In the case of Manila Downtown YMCA vs. Remington Steel Corp., the Supreme Court
held that non-compliance with [the] verification does not necessarily render the pleading
fatally defective, hence, the court may order its correction if verification is lacking, or act
on the pleading although it is not verified, if the attending circumstances are such that
strict compliance with the Rules may be dispensed with in order that the ends of justice
may thereby served. Moreover, in Roadway Express, Inc. vs. CA, the High Court
allowed the filing of the certification against forum shopping fourteen (14) days before the
dismissal of the petition. In Uy v. LandBank, the petition was reinstated on the ground of
substantial compliance even though the verification and certification were submitted only
after the petition had already been originally dismissed.

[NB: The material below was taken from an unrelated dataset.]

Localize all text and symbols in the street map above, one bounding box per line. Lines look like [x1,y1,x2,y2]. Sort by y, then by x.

Here, the records show that [respondent] had no intent to delay, or prolong the
proceedings before the NLRC. In fact, the NLRC, in its Resolution dated November 11,
2008 took note that [respondent] belatedly filed her verification and certification on non-
forum shopping. Such belated filing should be considered as substantial compliance with
the requirements of the law for perfecting her appeal to the NLRC. Moreover, the appeal
fee was eventually paid on July 17, 2006. Clearly, [respondent] had demonstrated
willingness to comply with the requirements set by the rules. Besides, in its earlier
Decision dated May 22, 2008, the First Division of the NLRC brushed aside these
technicalities and gave due course to [respondent's] appeal.

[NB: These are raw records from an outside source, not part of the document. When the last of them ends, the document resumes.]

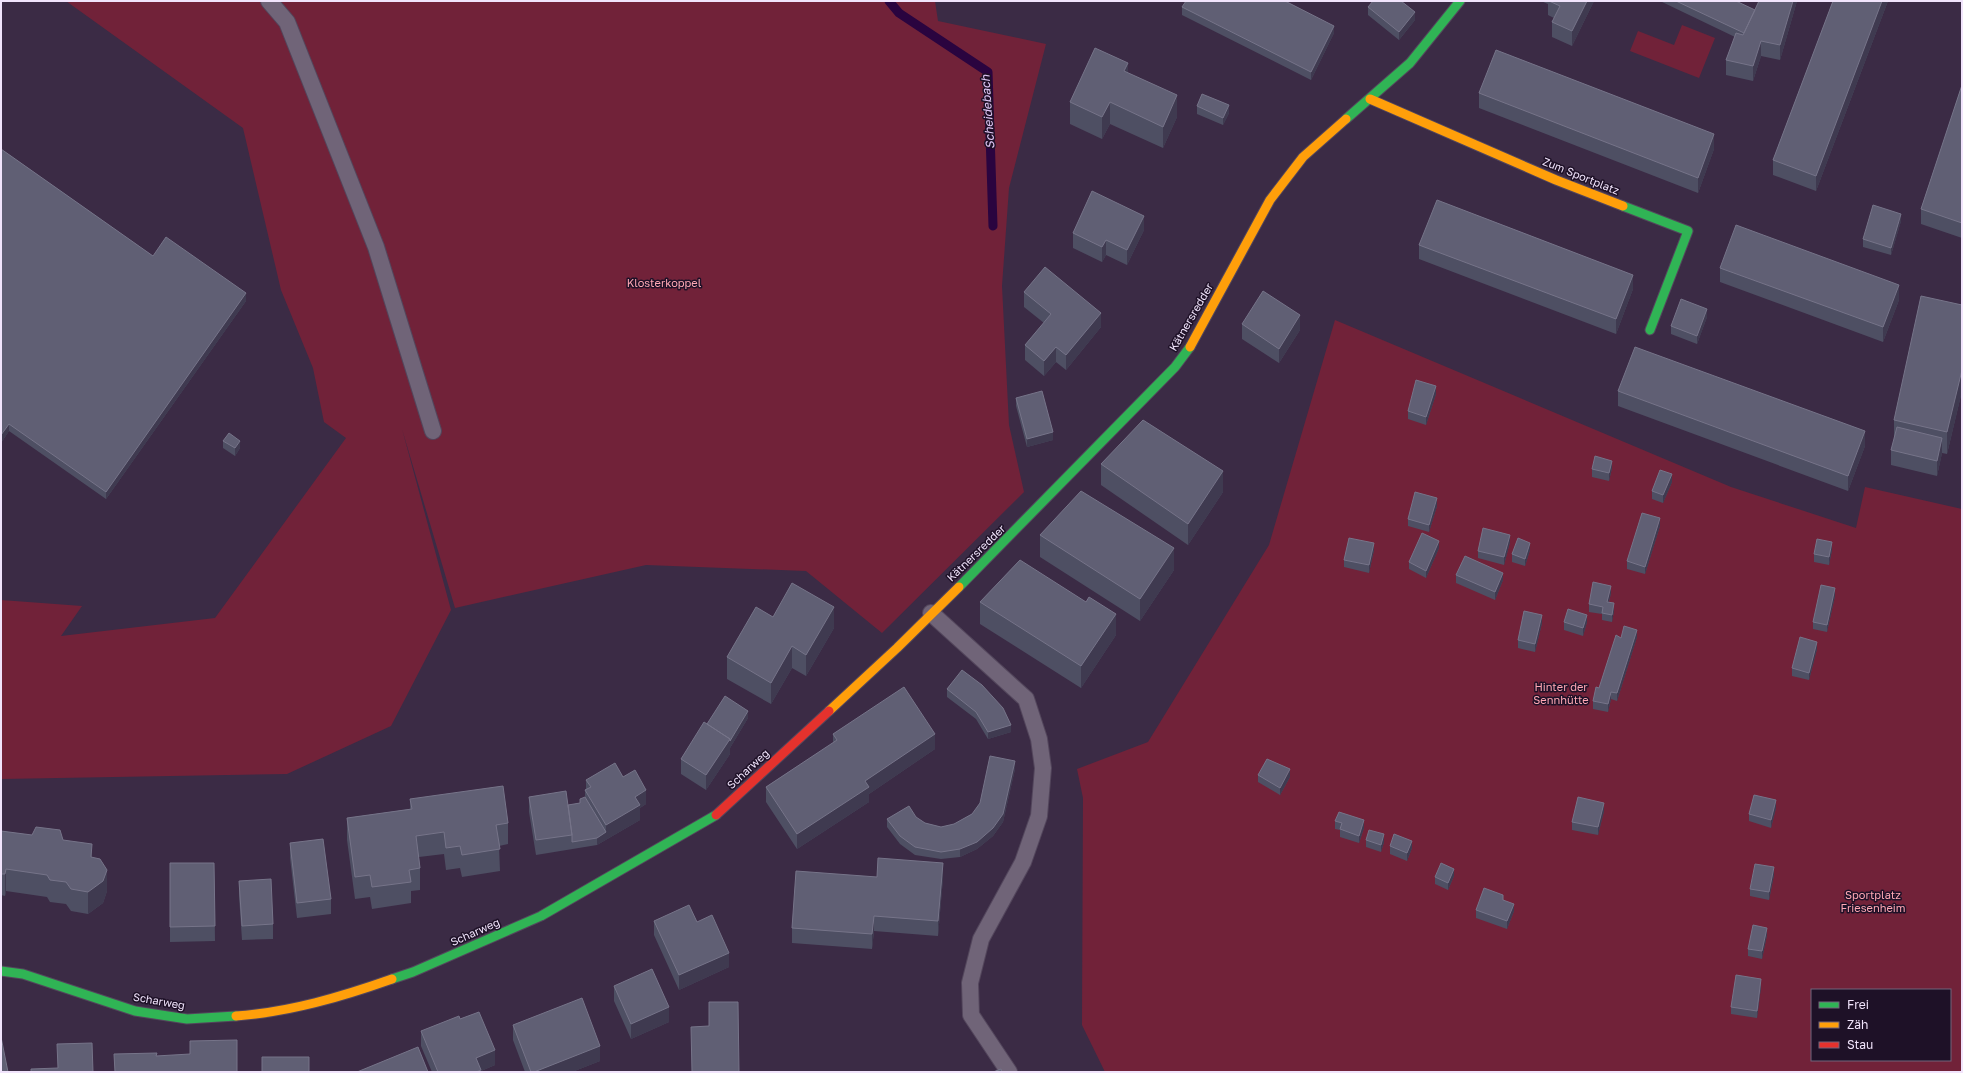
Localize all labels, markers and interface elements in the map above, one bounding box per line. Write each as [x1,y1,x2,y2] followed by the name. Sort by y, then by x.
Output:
[977,74,998,150] water label: Scheidebach
[1541,154,1622,197] street label: Zum Sportplatz
[627,276,702,289] park label: Klosterkoppel
[1166,280,1216,353] street label: Kätnersredder
[944,521,1008,584] street label: Kätnersredder
[1533,680,1589,706] park label: Hinter der Sennhütte
[724,746,771,791] street label: Scharweg
[1841,888,1905,914] park label: Sportplatz Friesenheim
[448,915,501,948] street label: Scharweg
[1811,989,1951,1061] legend
[132,990,186,1011] street label: Scharweg
[1847,997,1869,1012] text: Frei
[1847,1017,1868,1032] text: Zäh
[1847,1037,1873,1052] text: Stau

Verily, We deem it prudent to give a liberal interpretation of the technical rules on appeal,
talcing into account the merits of [respondent's] case. After all, technical rules of
procedure in labor cases are not to be strictly applied in order to serve the demands of
substantial justice.27 (Citations omitted.)
The appellate court then held that respondent was dismissed from employment without
just cause and without procedural due process and that petitioners and SAENCO were
solidarity liable to pay respondent her unpaid salaries for one year and attorney's fees:
Time and again, it has been ruled that the onus probandi to prove the lawfulness of the
dismissal rests with the employer. In termination cases, the burden of proof rests upon
the employer to show that the dismissal was for just and valid cause. Failure to do so
would necessarily mean that the dismissal was not justified and, therefore, was illegal.
In Royal Crown Internationale vs. National Labor Relations Commission and
Nacionales, the Supreme Court held that where termination cases involve a Filipino
worker recruited and deployed for overseas employment, the burden to show the validity
of the dismissal naturally devolves upon both the foreign-based employer and the
employment agency or recruitment entity which recruited the worker, for the latter is not
only the agent of the former, but is also solidarity liable with its foreign principal for any
claims or liabilities arising from the dismissal of the worker.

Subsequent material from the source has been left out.